## RECORDS PROVIDED:

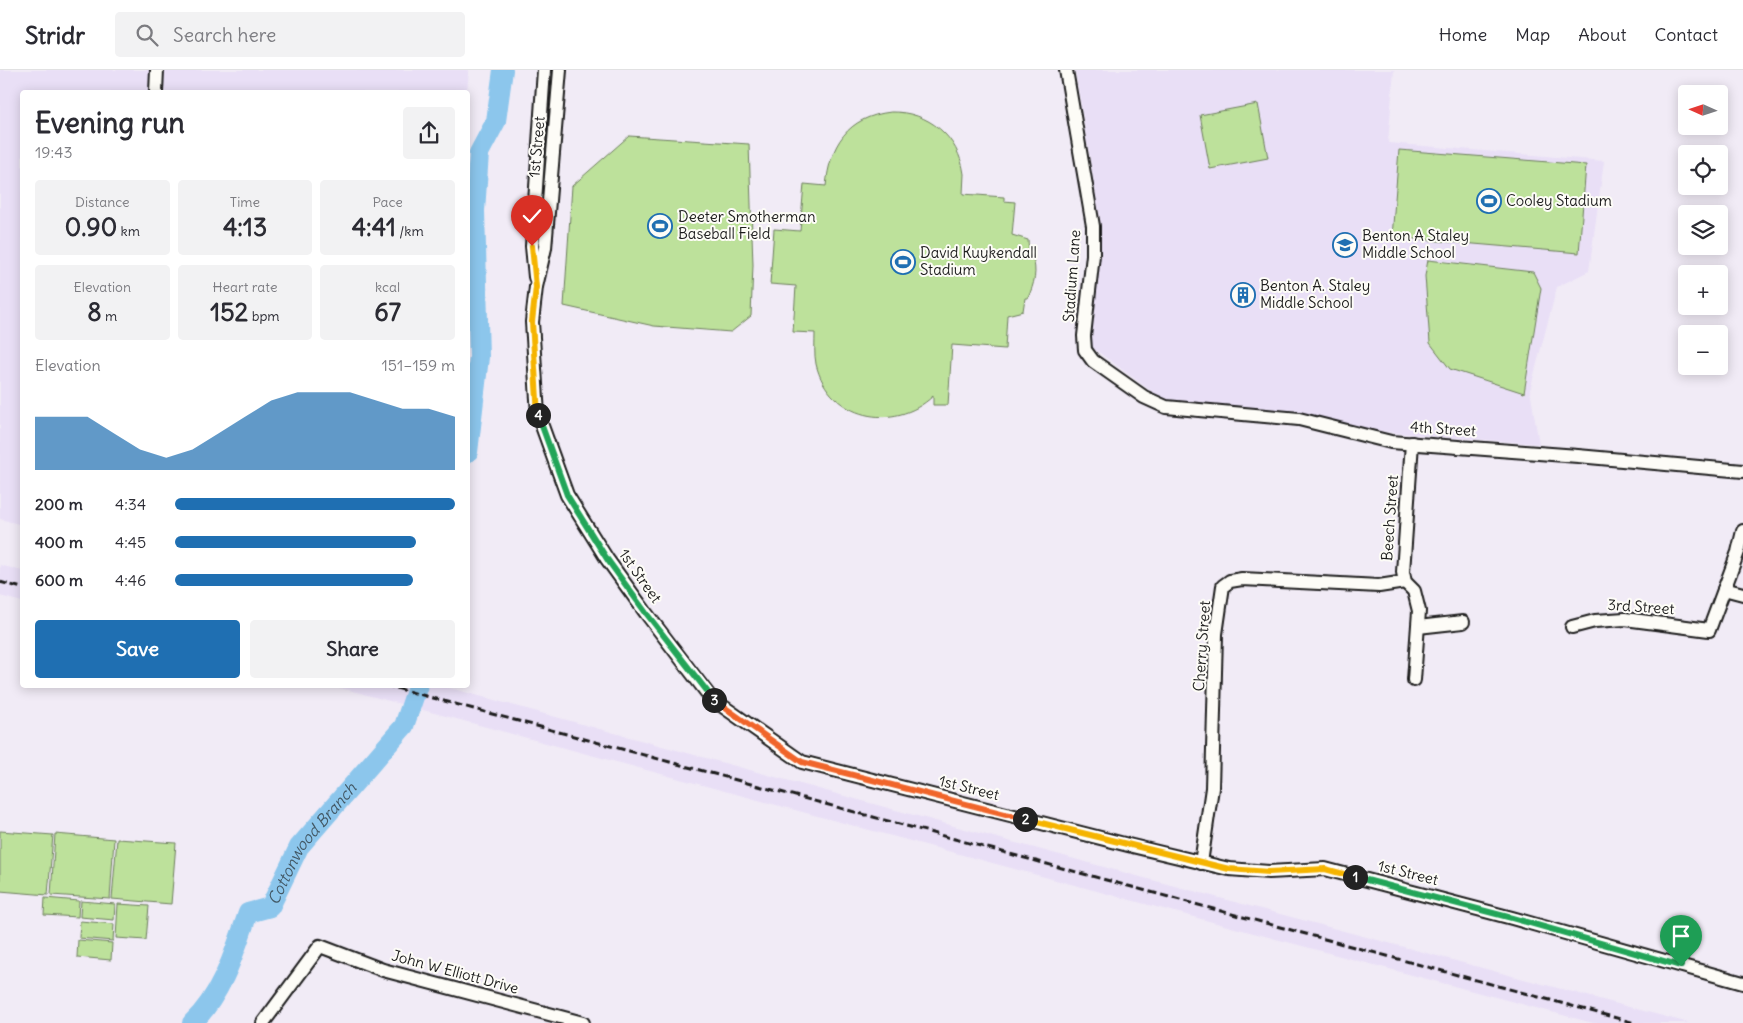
<!DOCTYPE html>
<html lang="en">
<head>
<meta charset="utf-8">
<style>
  body { margin:0; font-family:Delius,sans-serif; background:#f2f2f3; color:#2b2b33; height:100vh; display:flex; flex-direction:column; font-size:19px; white-space:nowrap }
  * { box-sizing:border-box; margin:0 }
  p { font-size:16px; color:#7c7c81 }
  .icon { flex:none; width:28px; height:28px; fill:none; stroke:currentColor; stroke-width:2; stroke-linecap:round; stroke-linejoin:round }
  .map { position:relative; flex:1; overflow:hidden }
  .panel { position:absolute; left:20px; top:20px; width:450px; height:598px; display:flex; flex-direction:column; background:#fff; border-radius:5px; box-shadow:0 2px 12px #0003 }
  .panel>* { flex:none }
  .needle { width:32px; rotate:273deg }
  .tools { position:absolute; left:1678px; top:15px; display:grid; gap:10px }
  .tools a { display:grid; place-items:center; width:50px; height:50px; border-radius:5px; background:#fff; box-shadow:0 2px 12px #0003; font-size:25px }
  .pin { position:absolute; display:grid; place-items:center; width:42px; height:42px; color:#fff; margin:-51px -21px; border-radius:50% 50% 50% 0; rotate:-45deg; box-shadow:0 0 5px #0007 }
  .pin .icon { rotate:45deg }
  .km { position:absolute; width:25px; height:25px; margin:-12px; border-radius:50%; background:#222; color:#fff; font-size:14px; line-height:25px; text-align:center }
  .round { display:grid; place-items:center; flex:none; width:52px; height:52px; border-radius:5px; background:#f2f2f3 }
  .headline { display:flex; align-items:center; justify-content:space-between; height:85px; padding:0 15px }
  h1 { font-size:28px; font-weight:700; line-height:38px }
  .figures { display:grid; grid-template-columns:repeat(3,1fr); gap:8px; height:85px; padding:5px 15px }
  .figures div { display:grid; align-content:center; border-radius:5px; background:#f2f2f3; text-align:center }
  .figures b { font-size:25px; font-weight:700 }
  .figures small { font-size:14px; font-weight:400 }
  .figures p { font-size:14px }
  .chart { height:140px; padding:10px 15px }
  .chart p { display:flex; justify-content:space-between }
  .chart svg { width:100%; height:90px; margin-top:5px; fill:#1f6fb2; opacity:.7 }
  .button { display:flex; gap:10px; margin-top:auto; padding:10px 15px }
  .button a { flex:1; height:58px; border-radius:5px; background:#1f6fb2; color:#fff; font-size:20px; font-weight:700; line-height:58px; text-align:center }
  .button a+a { background:#f2f2f3; color:#2b2b33 }
  ul { padding:0 15px; list-style:none; font-size:16px }
  li { display:grid; grid-template-columns:80px 60px 1fr; align-items:center; height:38px }
  li i { height:12px; border-radius:6px; background:#1f6fb2 }
  header { display:flex; align-items:center; gap:30px; box-sizing:border-box; height:70px; padding:0 25px; background:#fff; border-bottom:1px solid #e1e1e2 }
  header strong { font-size:24px }
  nav { display:flex; gap:28px; margin-inline-start:auto; font-size:18px }
  .search { width:350px; height:45px; background:#f2f2f3; display:flex; align-items:center; gap:12px; box-sizing:border-box; padding:0 18px; border-radius:5px; color:#7c7c81; font-size:19px }
  .map>svg:first-child { display:block }
  .built { fill:#e9dff6 }
  .green { fill:#bde19b; stroke:#6c7e5c }
  .lines { fill:none; stroke-linecap:round; stroke-linejoin:round }
  .river { stroke:#8cc6ec; stroke-width:20 }
  .street-casing { stroke:#1c1c1c; stroke-width:16 }
  .street { stroke:#fdfcf7; stroke-width:12 }
  .rail { stroke:#1c1c1c; stroke-width:3; stroke-dasharray:8 4; stroke-linecap:butt }
  .split-1-casing { stroke:#fff; stroke-width:10 }
  .split-2-casing { stroke:#fff; stroke-width:10 }
  .split-3-casing { stroke:#fff; stroke-width:10 }
  .split-4-casing { stroke:#fff; stroke-width:10 }
  .split-5-casing { stroke:#fff; stroke-width:10 }
  .split-1 { stroke:#22a559; stroke-width:6 }
  .split-2 { stroke:#f5b400; stroke-width:6 }
  .split-3 { stroke:#f0652b; stroke-width:6 }
  .split-4 { stroke:#22a559; stroke-width:6 }
  .split-5 { stroke:#f5b400; stroke-width:6 }
  .labels { text-anchor:middle; stroke-width:4; stroke-linejoin:round; paint-order:stroke }
  .street-label { font-size:15px; fill:#1c1c1c; stroke:#fdfcf7 }
  .poi-label { font-size:15px; fill:#1c1c1c; stroke:#fdfcf7; text-anchor:start }
  .water-label { font-size:16px; font-style:italic; fill:#435865; stroke:#fdfcf7 }
</style>
</head>
<body>
<header>
<strong>Stridr</strong>
<div class="search"><svg class="icon" aria-label="search" viewBox="0 0 24 24"><circle cx="10" cy="10" r="6"/><path d="M15 15l6 6"/></svg>Search here</div>
<nav><a>Home</a><a>Map</a><a>About</a><a>Contact</a></nav>
</header>
<div class="map">
<svg width="1743" height="953" viewBox="0 0 1743 953">
  <rect width="100%" height="100%" fill="#f1ebf6"/>
  <filter id="ink" filterUnits="userSpaceOnUse"><feTurbulence type="fractalNoise" baseFrequency=".02" numOctaves="2"/><feDisplacementMap in="SourceGraphic" scale="10" xChannelSelector="R" yChannelSelector="G"/><feConvolveMatrix kernelMatrix="1 2 1 2 8 2 1 2 1" color-interpolation-filters="sRGB"/></filter>
  <g filter="url(#ink)">
    <g class="built">
      <polygon points="0,0 469,0 467,22 22,22 22,455 0,449"/>
      <polygon points="1075,0 1394,0 1388,73 1604,91 1589,201 1557,217 1530,320 1539,374 1394,363 1339,354 1283,340 1162,329 1090,276 1100,149"/>
      <polygon points="0,495 22,501 22,532 0,526"/>
      <polygon points="330,615 439,615 1133,805 1689,953 1593,953 1272,868"/>
    </g>
    <g class="green">
      <polygon points="1258,34 1268,88 1210,99 1200,45"/>
      <path d="M891,42c37,-1 68,25 73,62 0,7 -1,13 -1,20l41,3v4l11,1 -3,33 16,5 1,15 3,1c6,15 2,28 -4,42h-3l-2,13 -16,4 -2,34 -53,-4 -4,60h-15v-9c-39,37 -104,23 -117,-32 -2,-10 -1,-21 -1,-31l-22,-1 3,-46 -26,-2 4,-55 26,2 4,-47 22,2c4,-41 21,-69 65,-74z"/>
      <polygon points="629,66 749,74 753,195 751,246 731,262 654,256 564,236 572,116"/>
      <polygon points="1399,80 1586,95 1579,183 1392,167"/>
      <polygon points="1428,190 1533,202 1541,218 1524,323 1450,299 1430,273 1425,206"/>
      <polygon points="0,761 53,765 48,825 0,821"/>
      <polygon points="55,764 114,769 110,829 51,825"/>
      <polygon points="117,769 176,773 171,834 112,829"/>
      <polygon points="45,828 79,831 78,847 44,845"/>
      <polygon points="81,831 115,834 114,850 80,847"/>
      <polygon points="118,834 149,836 146,870 116,868"/>
      <polygon points="80,851 114,854 113,871 79,868"/>
      <polygon points="78,870 112,873 111,890 77,887"/>
    </g>
    <g class="lines">
      <g class="river">
        <polyline points="468,382 479,287 475,141 479,83 496,51 503,0"/>
        <path id="s1" d="M192,953c30,-28 43,-72 56,-110l22,-6 29,-60 105,-121 14,-41"/>
      </g>
      <defs>
        <g id="street">
          <polyline points="560,0 545,178 536,217 532,252 538,345 567,425 607,489 646,543 711,628 802,692 1128,775 1229,799 1269,802 1325,799 1512,848 1743,913"/>
          <polyline points="1066,0 1093,156 1093,185 1084,266 1085,280 1093,291 1144,327 1166,337 1299,349 1391,372 1578,386 1743,401"/>
          <polyline points="156,22 157,0"/>
          <polyline points="535,207 532,176 544,0"/>
          <polyline points="1412,373 1403,502 1405,512 1414,521 1419,541 1414,610"/>
          <polyline points="1724,519 1743,524"/>
          <polyline points="1418,557 1463,552"/>
          <polyline points="1572,557 1595,551 1625,549 1709,560 1738,482 1743,461"/>
          <polyline points="1201,793 1212,718 1216,564 1223,516 1230,511 1242,509 1379,516 1405,512"/>
          <polyline points="263,953 320,876 383,900 583,953"/>
        </g>
      </defs>
      <use href="#street" class="street-casing"/>
      <use href="#street" class="street"/>
      <g class="rail">
        <polyline points="0,512 22,518"/>
        <polyline points="385,615 1635,953"/>
      </g>
    </g>
  </g>
  <g class="lines" filter="url(#ink)">
    <defs>
      <polyline id="split-1" points="1355,807 1512,848 1681,896"/>
      <polyline id="split-2" points="1025,749 1229,799 1269,802 1325,799 1355,807"/>
      <polyline id="split-3" points="714,630 802,692 1025,749"/>
      <polyline id="split-4" points="538,345 567,425 607,489 646,543 714,630"/>
      <polyline id="split-5" points="532,176 536,217 532,252 538,345"/>
    </defs>
    <use href="#split-1" class="split-1-casing"/>
    <use href="#split-2" class="split-2-casing"/>
    <use href="#split-3" class="split-3-casing"/>
    <use href="#split-4" class="split-4-casing"/>
    <use href="#split-5" class="split-5-casing"/>
    <use href="#split-1" class="split-1"/>
    <use href="#split-2" class="split-2"/>
    <use href="#split-3" class="split-3"/>
    <use href="#split-4" class="split-4"/>
    <use href="#split-5" class="split-5"/>
  </g>
  <defs>
    <symbol id="stadium-ring" viewBox="-11 -11 22 22"><circle r="9.5" fill="#fdfcf7" stroke="#1f6fb2" stroke-width="1.5"/><path d="M0-5a6.5 5 0 1 0 0 10a6.5 5 0 1 0 0-10ZM-3.5-1.8h7v3.6h-7Z" fill="#1f6fb2"/></symbol>
    <symbol id="school-ring" viewBox="-11 -11 22 22"><circle r="9.5" fill="#fdfcf7" stroke="#1f6fb2" stroke-width="1.5"/><path d="M0-5L7-2L0 1L-7-2ZM-4 1L0 2.5L4 1V4Q0 6-4 4Z" fill="#1f6fb2"/></symbol>
    <symbol id="building-ring" viewBox="-11 -11 22 22"><circle r="9.5" fill="#fdfcf7" stroke="#1f6fb2" stroke-width="1.5"/><path d="M-4-6H4V6H1V3H-1V6H-4ZM-2.5-4.3h1.7v1.8h-1.7ZM.8-4.3h1.7v1.8H.8ZM-2.5-1h1.7V.8h-1.7ZM.8-1h1.7V.8H.8Z" fill="#1f6fb2"/></symbol>
  </defs>
  <g fill-rule="evenodd">
    <use href="#stadium-ring" x="1475" y="117" width="28" height="28"/>
    <use href="#stadium-ring" x="646" y="142" width="28" height="28"/>
    <use href="#school-ring" x="1331" y="161" width="28" height="28"/>
    <use href="#stadium-ring" x="889" y="178" width="28" height="28"/>
    <use href="#building-ring" x="1229" y="211" width="28" height="28"/>
  </g>
  <g class="labels">
    <g class="street-label">
      <text transform="translate(537 77) rotate(-85)" y="5">1st Street</text>
      <text transform="translate(1072 206) rotate(-86)" y="5">Stadium Lane</text>
      <text transform="translate(1443 359) rotate(4)" y="5">4th Street</text>
      <text transform="translate(1390 448) rotate(-86)" y="5">Beech Street</text>
      <text transform="translate(640 506) rotate(55)" y="5">1st Street</text>
      <text transform="translate(1641 537) rotate(4)" y="5">3rd Street</text>
      <text transform="translate(1202 576) rotate(-86)" y="5">Cherry Street</text>
      <text transform="translate(969 718) rotate(14)" y="5">1st Street</text>
      <text transform="translate(1408 803) rotate(14)" y="5">1st Street</text>
      <text transform="translate(455 902) rotate(15)" y="5">John W Elliott Drive</text>
    </g>
    <g class="poi-label">
      <text x="1506" y="136">Cooley Stadium</text>
      <text x="678" y="152">Deeter Smotherman<tspan x="678" dy="17">Baseball Field</tspan></text>
      <text x="1362" y="171">Benton A Staley<tspan x="1362" dy="17">Middle School</tspan></text>
      <text x="920" y="188">David Kuykendall<tspan x="920" dy="17">Stadium</tspan></text>
      <text x="1260" y="221">Benton A. Staley<tspan x="1260" dy="17">Middle School</tspan></text>
    </g>
    <g class="water-label">
      <text dy="6" stroke="none"><textPath href="#s1" startOffset="224">Cottonwood Branch</textPath></text>
    </g>
  </g>
</svg>
<div class="tools">
<a><svg class="needle" viewBox="-14 -14 28 28"><path d="M0-13l5 13h-10z" fill="#e53935"/><path d="M0 13l5-13h-10z" fill="#7c7c81"/></svg></a>
<a><svg class="icon" aria-label="locate" viewBox="0 0 24 24"><circle cx="12" cy="12" r="6"/><path d="M12 2v4M12 18v4M2 12h4M18 12h4"/></svg></a>
<a><svg class="icon" aria-label="layers" viewBox="0 0 24 24"><path d="M12 4l9 5-9 5-9-5zM3 14l9 5 9-5"/></svg></a>
<a>+</a>
<a>−</a>
</div>
<div class="pin" style="left:1681px;top:896px;background:#1e9e55"><svg class="icon" aria-label="arrive" viewBox="0 0 24 24"><path d="M6 21V4h12l-3 4 3 4H6"/></svg></div>
<div class="pin" style="left:532px;top:176px;background:#d93025"><svg class="icon" aria-label="check" viewBox="0 0 24 24"><path d="M5 12l5 5 9-10"/></svg></div>
<b class="km" style="left:1355px;top:807px">1</b>
<b class="km" style="left:1025px;top:749px">2</b>
<b class="km" style="left:714px;top:630px">3</b>
<b class="km" style="left:538px;top:345px">4</b>
<section class="panel">
<div class="headline"><div><h1>Evening run</h1><p>19:43</p></div><a class="round"><svg class="icon" aria-label="share" viewBox="0 0 24 24"><path d="M12 15V3M7 8l5-5 5 5M5 13v7h14v-7"/></svg></a></div>
<div class="figures">
<div><p>Distance</p><b>0.90<small> km</small></b></div>
<div><p>Time</p><b>4:13</b></div>
<div><p>Pace</p><b>4:41<small> /km</small></b></div>
</div>
<div class="figures">
<div><p>Elevation</p><b>8<small> m</small></b></div>
<div><p>Heart rate</p><b>152<small> bpm</small></b></div>
<div><p>kcal</p><b>67</b></div>
</div>
<div class="chart"><p><span>Elevation</span>151–159 m</p>
<svg viewBox="0 0 160 44" preserveAspectRatio="none"><path d="M0 44V18L10 18L20 18L30 26L40 34L50 38L60 34L70 26L80 18L90 10L100 6L110 6L120 6L130 10L140 14L150 14L160 18V44z"/></svg>
</div>
<ul>
<li><b>200 m</b>4:34<i style="width:100%"></i></li>
<li><b>400 m</b>4:45<i style="width:86%"></i></li>
<li><b>600 m</b>4:46<i style="width:85%"></i></li>
</ul>
<div class="button"><a>Save</a><a>Share</a></div>
</section>
</div>
</body>
</html>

## PROBLEM TO SOLVE:
What are the lines above that hold the string "tools"? Copy them.

## COMPLETED TASK:
  .tools { position:absolute; left:1678px; top:15px; display:grid; gap:10px }
  .tools a { display:grid; place-items:center; width:50px; height:50px; border-radius:5px; background:#fff; box-shadow:0 2px 12px #0003; font-size:25px }
<div class="tools">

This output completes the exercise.